You are viewing a plain text version of this content. The canonical link for it is here.
Posted to dev@spamassassin.apache.org by Justin Mason <jm...@jmason.org> on 2004/09/25 20:23:27 UTC
class renaming
So in thinking about the class cleanup we've been wanting to do for a
while; I think the top items on the list (my list at least) are:
- rename the Mail::SpamAssassin::PerMsgStatus class
- break it up into multiple, smaller classes
So here's what I propose for the first one.
Rename the Mail::SpamAssassin::PerMsgStatus class
-------------------------------------------------
Initially the purpose was as a "per-message status" object, describing the
results of a scan of one message -- in other words, that message's spam
status -- "is it spam or not?". I think we all now agree the name is
not so hot ;)
It's purpose has eventually turned out to be:
- (public) methods that actually cause the scan to happen
- (public) the results of a scan operation
- (public) message rewriting functionality
- (internally, plugins) state for a scan operation; plugins and our code
can store state on this object for the duration of the scan
- (plugins) a set of APIs to access aspects of the message being
scanned, and plugin support APIs
- (internally) methods that implement Eval tests
- (internally) methods that control how tests are run,
their ordering etc.
- (internally) methods that implement the DNS event-driven algorithm
- (internally) methods that perform auto-learning
- (internally) methods that compile tests into perl bytecode at runtime
- (internally) methods that parse aspects of the message
- (internally) the tests compiled as perl bytecode
So in my opinion, in cases like this where there's lots of internal and
external APIs, it's more sensible to name the class after what it's
external APIs do. (in fact, most OO design would indicate that this
means you need to refactor out into >1 class.
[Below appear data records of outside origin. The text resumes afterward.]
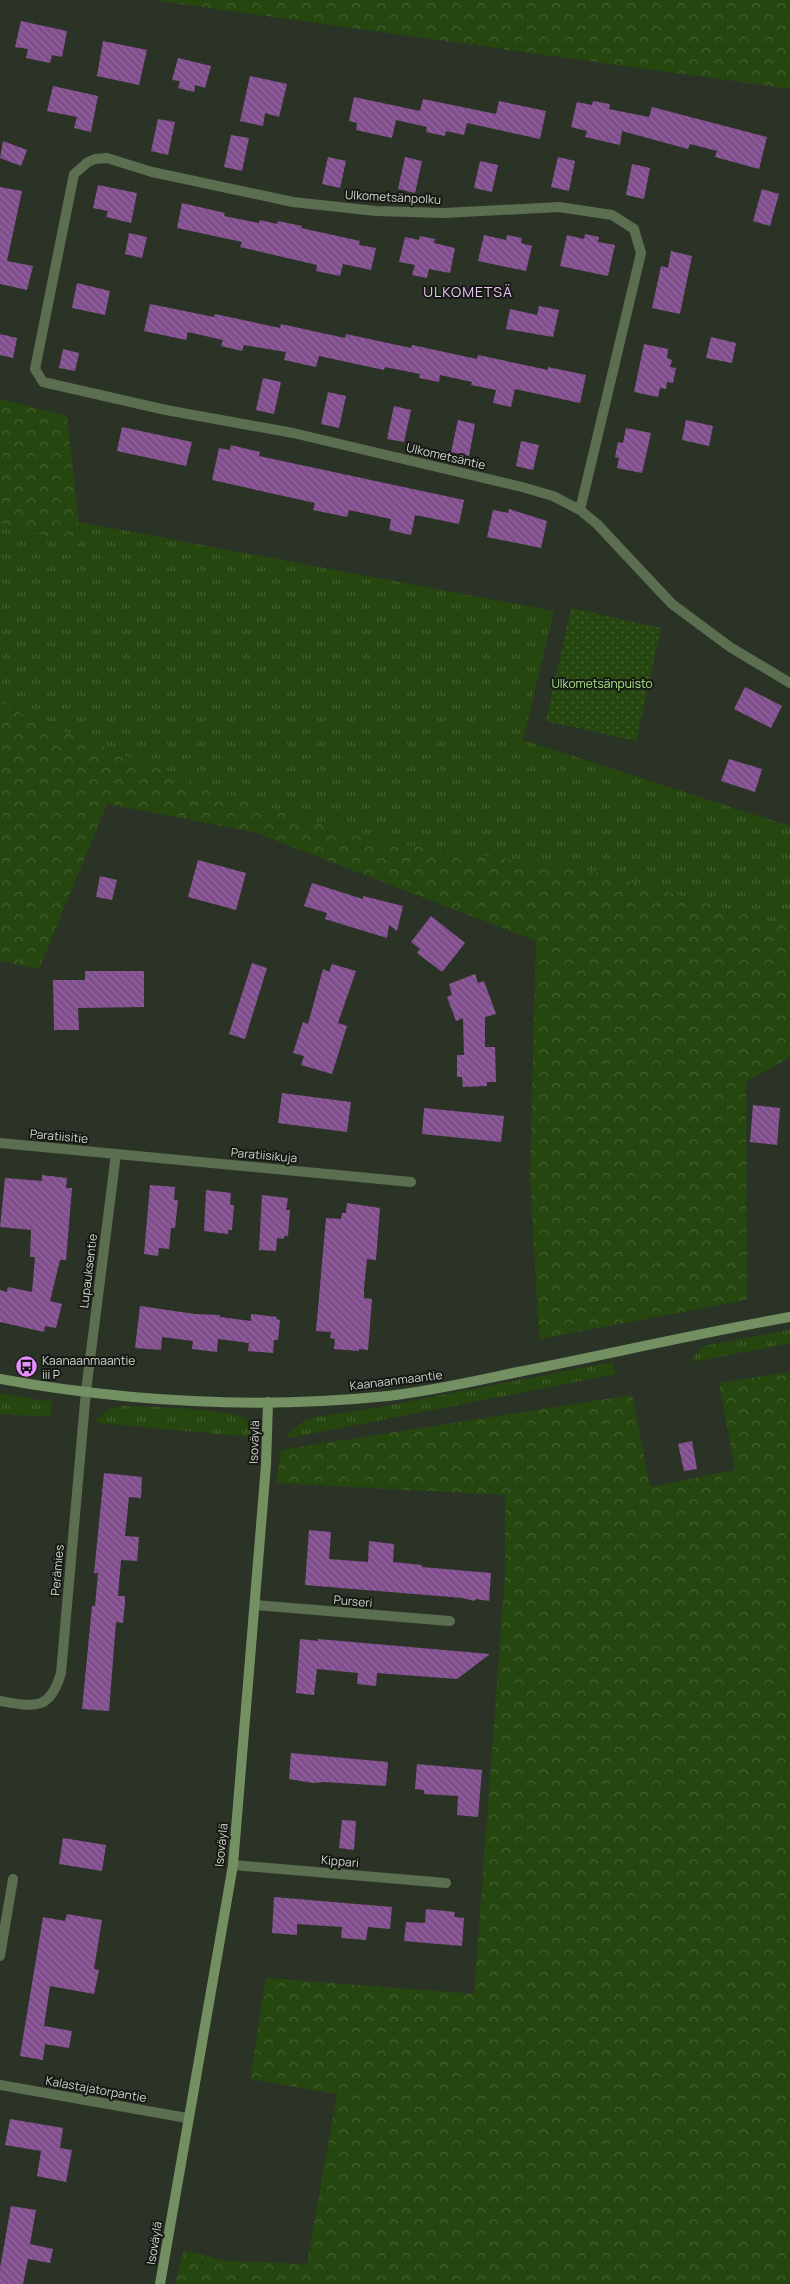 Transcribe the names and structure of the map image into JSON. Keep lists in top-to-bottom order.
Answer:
{
  "streets": {
    "street": [
      "Ulkometsänpolku",
      "Ulkometsäntie",
      "Paratiisitie",
      "Paratiisikuja",
      "Lupauksentie",
      "Kaanaanmaantie",
      "Isoväylä",
      "Perämies",
      "Purseri",
      "Kippari",
      "Kalastajatorpantie"
    ]
  },
  "crossings": [
    ["Ulkometsänpolku", "Ulkometsäntie"],
    ["Paratiisitie", "Paratiisikuja"],
    ["Paratiisitie", "Lupauksentie"],
    ["Paratiisikuja", "Lupauksentie"],
    ["Lupauksentie", "Kaanaanmaantie"],
    ["Lupauksentie", "Perämies"],
    ["Kaanaanmaantie", "Isoväylä"],
    ["Kaanaanmaantie", "Perämies"],
    ["Isoväylä", "Purseri"],
    ["Isoväylä", "Kippari"],
    ["Isoväylä", "Kalastajatorpantie"]
  ],
  "districts": ["ULKOMETSÄ"],
  "parks": ["Ulkometsänpuisto"],
  "places": {
    "bus stop": ["Kaanaanmaantie iii P"]
  }
} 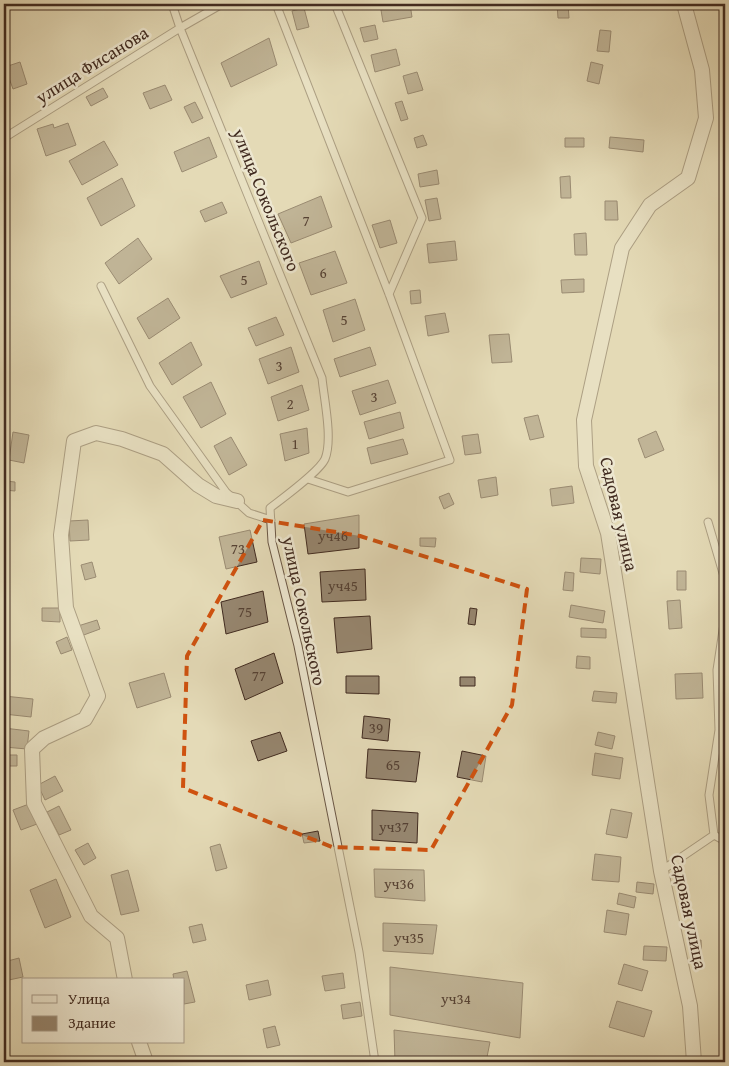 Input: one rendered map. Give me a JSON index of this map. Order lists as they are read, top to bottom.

I'm getting to that ;)
So, I think "Mail::SpamAssassin::Scan" is a better name -- the object
returned from M::SpamAssassin::check() is the results of a scan of a
single message.
("Scanner" is another poss, but I think "Scan" is better because we aren't
returning the object that *did* the scan, we're returning the *results* of
the scan.)
The next thing is backwards compatibility. We can only do this if we
don't break third-party code. We *can* rename *this* class without
breaking backwards compatibility, thankfully. Our requirements here are:
- 1. plugins and third-party perl code will very likely contain "use
Mail::SpamAssassin::PerMsgStatus;" lines, so having some kind of
"use"able file there, is a MUST.
- 2. there are possibly locations in third-party code where a
Mail::SpamAssassin::PerMsgStatus object is created other than through
the Mail::SpamAssassin::check() API, so being able to support that is a
SHOULD.
- 3. However, the majority of callers should not be creating PerMsgStatus
objects directly, or depending in any way on the object being of
that specific type. (hooray: perl's not strongly typed! ;)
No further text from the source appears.